By default, empty arrays are initialized as float. If you try to force a 
complex into it, yes, the imaginary part will be dropped. Use the dtype 
argument of zeros or ones to specify the type of your array, for example:

B =  numpy.zeros((4,), dtype=numpy.complex_)
___
Numpy-discussion mailing list
Numpy-discussion@scipy.org
http://projects.scipy.org/mailman/listinfo/numpy-discussion


[Numpy-discussion] Nasty bug using pre-initialized arrays

2008-01-04 Thread Stuart Brorson
NumPy gurus --

I just discovered this today.  It looks like a bug to me.  Please
flame me mercilessly if I am wrong!  :-)

Sometimes you need to initialize an array using zeros() before doing
an assignment to it in a loop.  If you assign a complex value to the
initialized array, the imaginary part of the array is dropped.  Does
NumPy do a silent type-cast which causes this behavior?  Is this
typecast a feature?

Below I attach a session log showing the bug.  Note that I have boiled
down my complex code to this simple case for ease of comprehension.  [1] 
I will also input this bug into the tracking system.

By the way, this is NumPy 1.0.4:

In [39]: numpy.__version__
Out[39]: '1.0.4'

Cheers,

Stuart Brorson
Interactive Supercomputing, inc.
135 Beaver Street | Waltham | MA | 02452 | USA
http://www.interactivesupercomputing.com/


--  session log  

In [29]: A = numpy.random.rand(4) + 1j*numpy.random.rand(4)

In [30]: B = numpy.zeros((4))

In [31]:

In [31]: for i in range(4):
:   B[i] = A[i]
:

In [32]: A
Out[32]: 
array([ 0.12150180+0.00577893j,  0.39792515+0.03607227j,
 0.61933379+0.04506978j,  0.56751678+0.24576083j])

In [33]: B
Out[33]: array([ 0.1215018 ,  0.39792515,  0.61933379,  0.56751678])

---  /session log  ---


[1]  Yes, I know that I should use vectorized code as often as
possible, and that this example is not vectorized.  This is a simple
example illustrating the problem.  Moreover, many times the
computation you wish to perform can't easily be vectorized, leaving
the nasty old for loop as the only choice..
___
Numpy-discussion mailing list
Numpy-discussion@scipy.org
http://projects.scipy.org/mailman/listinfo/numpy-discussion


Re: [Numpy-discussion] Nasty bug using pre-initialized arrays

2008-01-04 Thread Robert Kern
Stuart Brorson wrote:
 On Fri, 4 Jan 2008, Stuart Brorson wrote:
 
 I just discovered this today.  It looks like a bug to me.  Please
 flame me mercilessly if I am wrong!  :-)
 
 FWIW, here's what Matlab does:
 
 A = rand(1, 4) + rand(1, 4)*i
 
 A =
 
Columns 1 through 3
 
 0.7833 + 0.7942i   0.6808 + 0.0592i   0.4611 + 0.6029i
 
Column 4
 
 0.5678 + 0.0503i
 
 B = zeros(1, 4)
 
 B =
 
   0 0 0 0
 
 for idx=1:4; B(idx) = A(idx); end
 B
 
 B =
 
Columns 1 through 3
 
 0.7833 + 0.7942i   0.6808 + 0.0592i   0.4611 + 0.6029i
 
Column 4
 
 0.5678 + 0.0503i
 
 
 I realize NumPy != Matlab, but I'd wager that most users would think
 that this is the natural behavior..

Well, that behavior won't happen.
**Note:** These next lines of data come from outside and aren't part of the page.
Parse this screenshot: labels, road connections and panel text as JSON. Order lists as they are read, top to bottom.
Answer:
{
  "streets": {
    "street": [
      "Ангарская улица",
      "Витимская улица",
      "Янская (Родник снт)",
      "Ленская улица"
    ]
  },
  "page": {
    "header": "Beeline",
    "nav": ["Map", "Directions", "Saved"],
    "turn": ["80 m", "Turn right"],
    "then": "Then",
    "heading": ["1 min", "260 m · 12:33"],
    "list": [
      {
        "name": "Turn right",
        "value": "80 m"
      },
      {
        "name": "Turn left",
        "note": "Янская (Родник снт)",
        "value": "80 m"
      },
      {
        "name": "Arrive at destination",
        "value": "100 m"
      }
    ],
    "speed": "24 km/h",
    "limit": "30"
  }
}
We won't mutate the dtype of the array because
of assignment. Matlab has copy(-on-write) semantics for things like slices while
we have view semantics. We can't safely do the reallocation of memory [1].

[1] Well, we do have a .resize() method which will do the reallocation and raise
an exception if there are views lingering about. However, this is only done when
explicitly asked for because this is a feature that is useful in a limited
number of situations. We will not allow it to be done implicitly.

-- 
Robert Kern

I have come to believe that the whole world is an enigma, a harmless enigma
 that is made terrible by our own mad attempt to interpret it as though it had
 an underlying truth.
  -- Umberto Eco
___
Numpy-discussion mailing list
Numpy-discussion@scipy.org
http://projects.scipy.org/mailman/listinfo/numpy-discussion


Re: [Numpy-discussion] Nasty bug using pre-initialized arrays

2008-01-04 Thread Stuart Brorson
 I realize NumPy != Matlab, but I'd wager that most users would think
 that this is the natural behavior..

 Well, that behavior won't happen. We won't mutate the dtype of the array 
 because
 of assignment. Matlab has copy(-on-write) semantics for things like slices 
 while
 we have view semantics. We can't safely do the reallocation of memory [1].

That's fair enough.  But then I think NumPy should consistently
typecheck all assignmetns and throw an exception if the user attempts
an assignment which looses information.

If you point me to a file where assignments are done (particularly
from array elements to array elements) I can see if I can figure out
how to fix it  then submit a patch.  But I won't promise anything!
My brain hurts already after analyzing this feature.   :-)

Cheers,

Stuart Brorson
Interactive Supercomputing, inc.
135 Beaver Street | Waltham | MA | 02452 | USA
http://www.interactivesupercomputing.com/
___
Numpy-discussion mailing list
Numpy-discussion@scipy.org
http://projects.scipy.org/mailman/listinfo/numpy-discussion


Re: [Numpy-discussion] Nasty bug using pre-initialized arrays

2008-01-04 Thread Scott Ransom
On Friday 04 January 2008 05:17:56 pm Stuart Brorson wrote:
  I realize NumPy != Matlab, but I'd wager that most users would
  think that this is the natural behavior..
 
  Well, that behavior won't happen. We won't mutate the dtype of the
  array because of assignment. Matlab has copy(-on-write) semantics
  for things like slices while we have view semantics. We can't
  safely do the reallocation of memory [1].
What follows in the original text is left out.